As a first step, we should choose a task to solve. There are several task suites already defined in the `tasks/tasks.py` file. We will use DeepMind Control's Cheetah task as example.

In [None]:
task = tasks.DeepMindControl(domain_name='cheetah',
                             task_name='run',
                             action_repeat=4)

## World Model

There are already a few options available defined in the `agents` folder including *PlaNet*, *SV2P*, etc. For this colab we will instantiate a *PlaNet* agent. 

In [None]:
model = planet.RecurrentStateSpaceModel(task=task)
model_dir = '/tmp/experiment/model'
dist_strategy = tf.distribute.MirroredStrategy()

reset_fn = planet.create_planet_reset_fn(model=model)
observe_fn = planet.create_planet_observe_fn(model=model,
                                             model_dir=model_dir,
                                             strategy=dist_strategy)
predict_fn = planet.create_planet_predict_fn(model=model,
                                             strategy=dist_strategy)

In addition to `reset_fn`, `observe_fn` and `predict_fn`, we also need to define a `train_fn` as an extra hook to train the model on the latest collected episodes, with this signature: `train_fn(data_path) -> None`. There are utility functions for fast data processing in the `utils/npz.py` that can be used in a training loop but the library is agnostic to how training/checkpointing/restoring is done.

In [None]:
train_steps = 100  # How many training steps per episode
batch = 50 
duration = 50  # How many timesteps in a single training sequence
learning_rate = 1e-3

train_fn = planet.create_planet_train_fn(model=model,
                                         train_steps=train_steps,
                                         batch=batch,
                                         duration=duration,
                                         learning_rate=learning_rate,
                                         model_dir=model_dir,
                                         strategy=dist_strategy)

## Planner

The *planner* is responsible for decision making. It can use the world model to make predictions about the future and make informed decisions about which actions to take next. We normally need **separate planners** for training and evaluation, since we might need some sort of exploration during training that is not applicable for evaluation. We implemented a few planners in the `planners/planners.py` file including continous and discrete *Cross Entropy Method (CEM)*. Diagram below, shows how CEM iteratively refines itself to choose an optimal action.
![CEM iteration](https://i.imgur.com/2iUmnIK.png)

A planner also needs an `objective_fn` to compute scores from *world model* predictions. If a world model predicts rewards directly, we can use a `DiscountedReward` objective.

In [None]:
objective_fn = objectives.DiscountedReward()

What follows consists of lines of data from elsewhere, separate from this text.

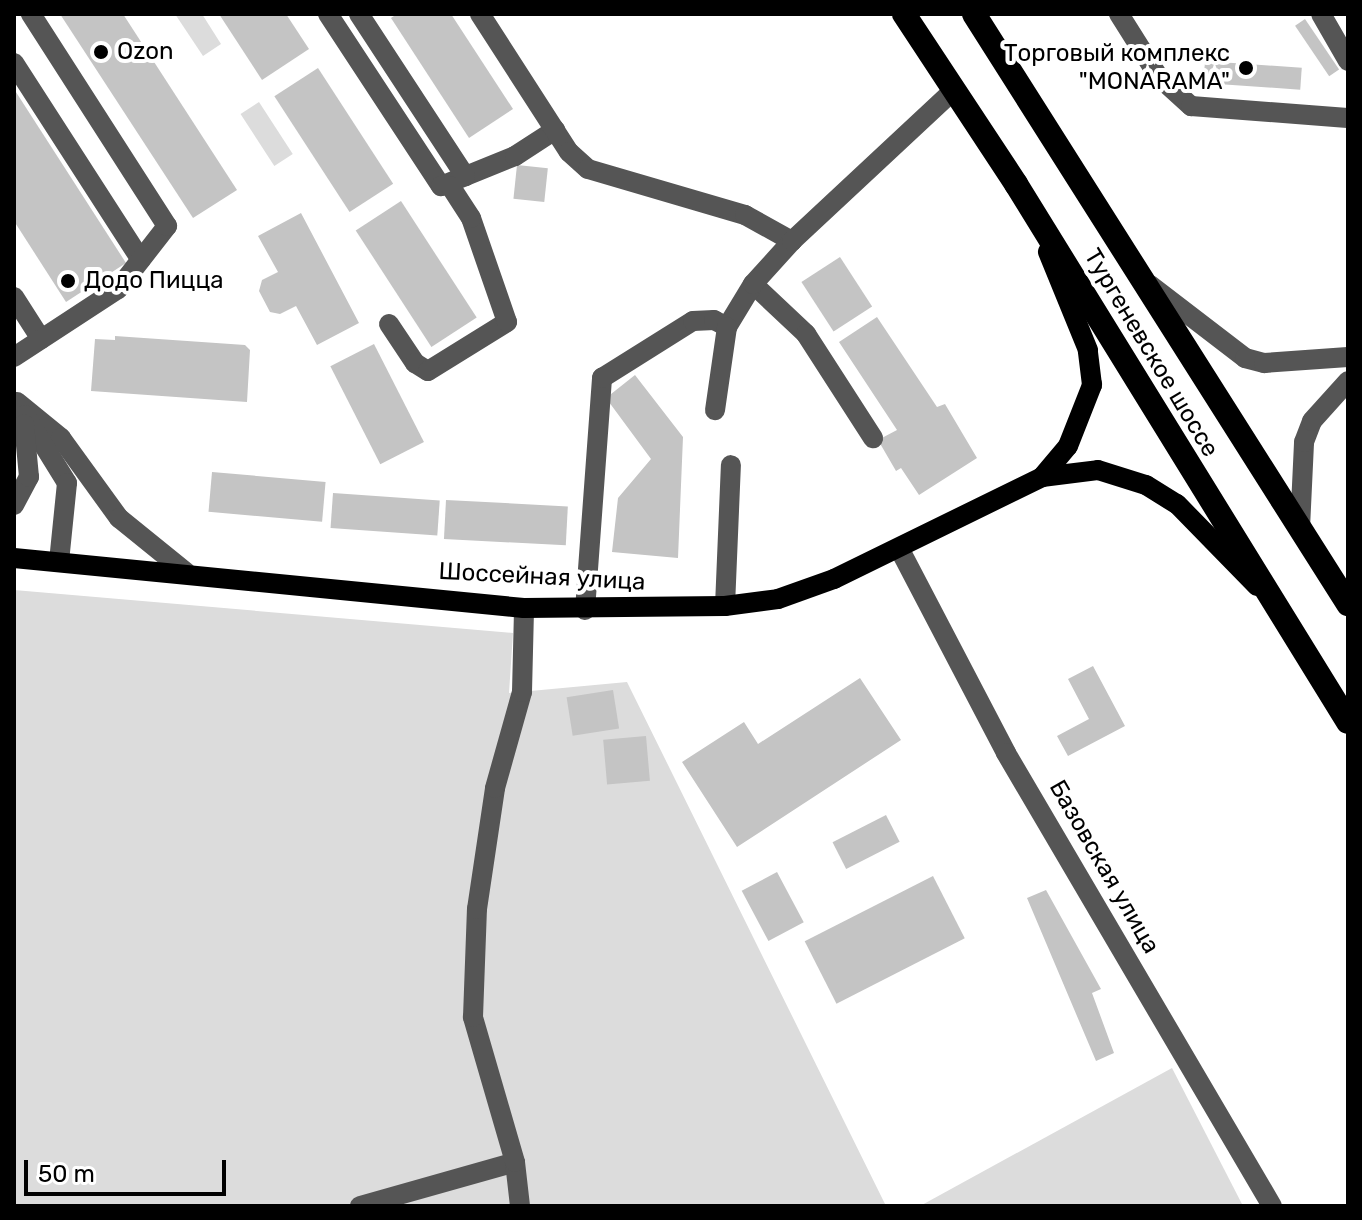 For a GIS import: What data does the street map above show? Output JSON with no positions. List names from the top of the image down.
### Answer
{
  "streets": {
    "highway": ["Тургеневское шоссе"],
    "main road": ["Шоссейная улица"],
    "street": ["Базовская улица"]
  },
  "crossings": [
    ["Шоссейная улица", "Базовская улица"]
  ],
  "places": ["Ozon", "Торговый комплекс \"MONARAMA\"", "Додо Пицца"],
  "scale_bar": "50 m"
} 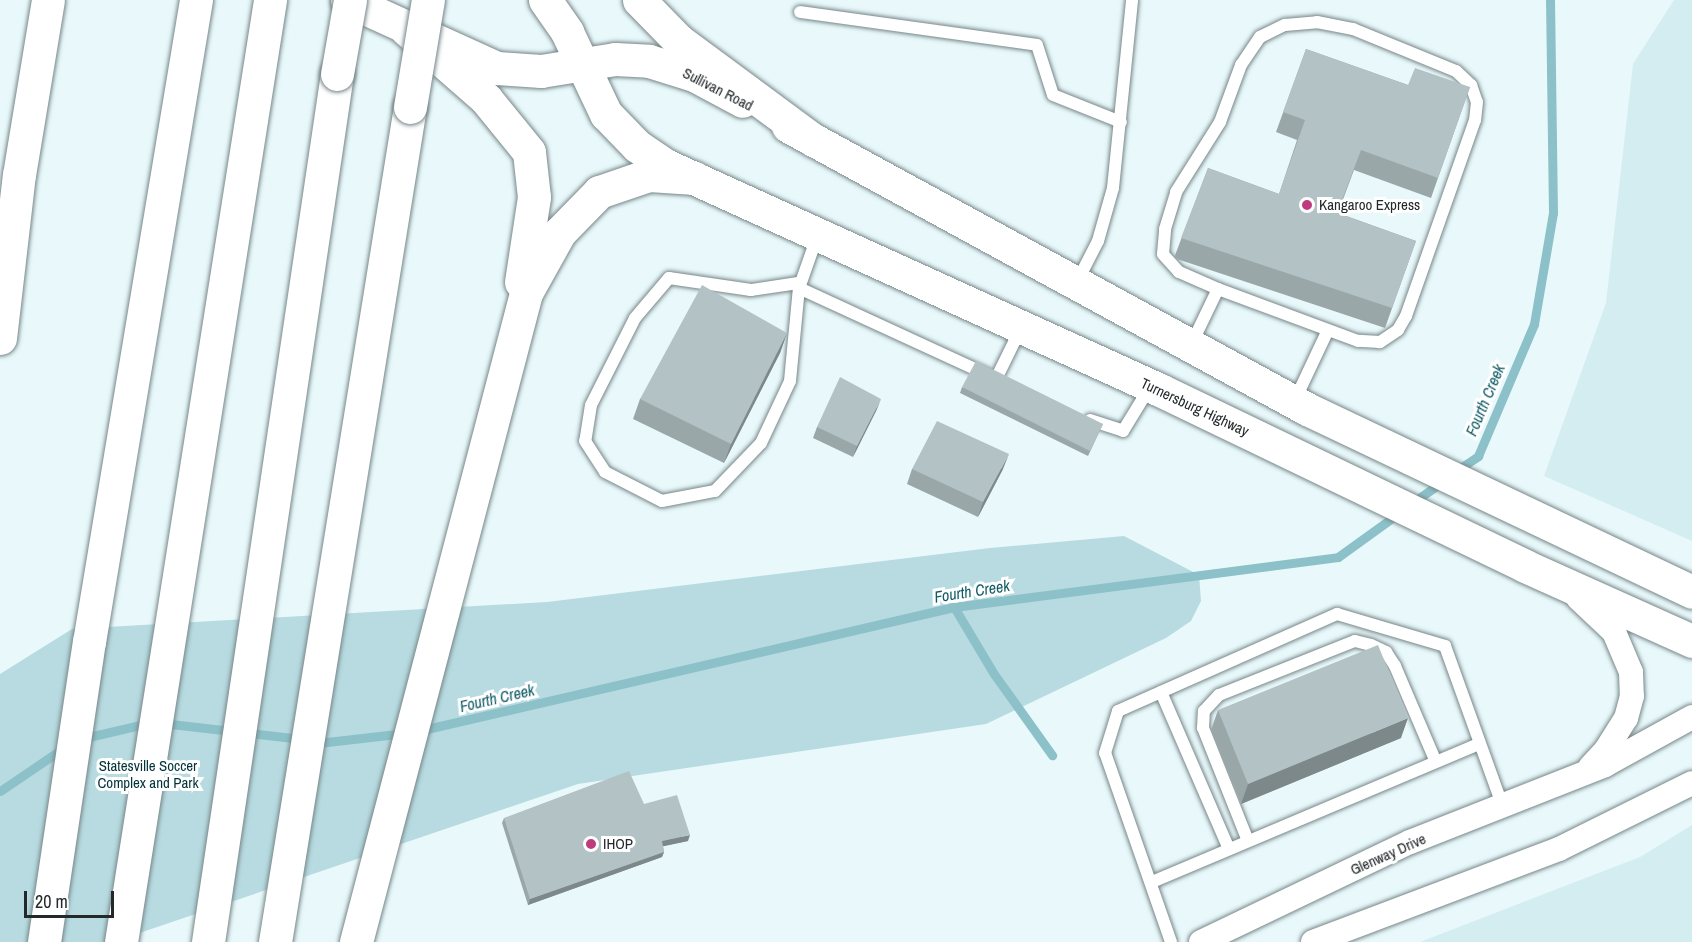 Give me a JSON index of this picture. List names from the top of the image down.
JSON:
{
  "streets": {
    "main road": ["Sullivan Road", "Turnersburg Highway"],
    "street": ["Glenway Drive"]
  },
  "crossings": [
    ["Turnersburg Highway", "Glenway Drive"]
  ],
  "water": ["Fourth Creek"],
  "parks": ["Statesville Soccer Complex and Park"],
  "places": ["Kangaroo Express", "IHOP"],
  "scale_bar": "20 m"
}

horizon = 12  # CEM planning horizon
iterations = 10  # CEM iterations
proposals = 1000  # Number of proposals to evaluate per iteration
top_fraction = 0.1  # Fraction of proposals with highest scores for fitting

# Base CEM planner to use for evaluation.
base_cem = planners.CEM(predict_fn=predict_fn,
                        observe_fn=observe_fn,
                        reset_fn=reset_fn,
                        task=task,
                        objective_fn=objective_fn,
                        horizon=horizon,
                        iterations=iterations,
                        proposals=proposals,
                        fraction=top_fraction)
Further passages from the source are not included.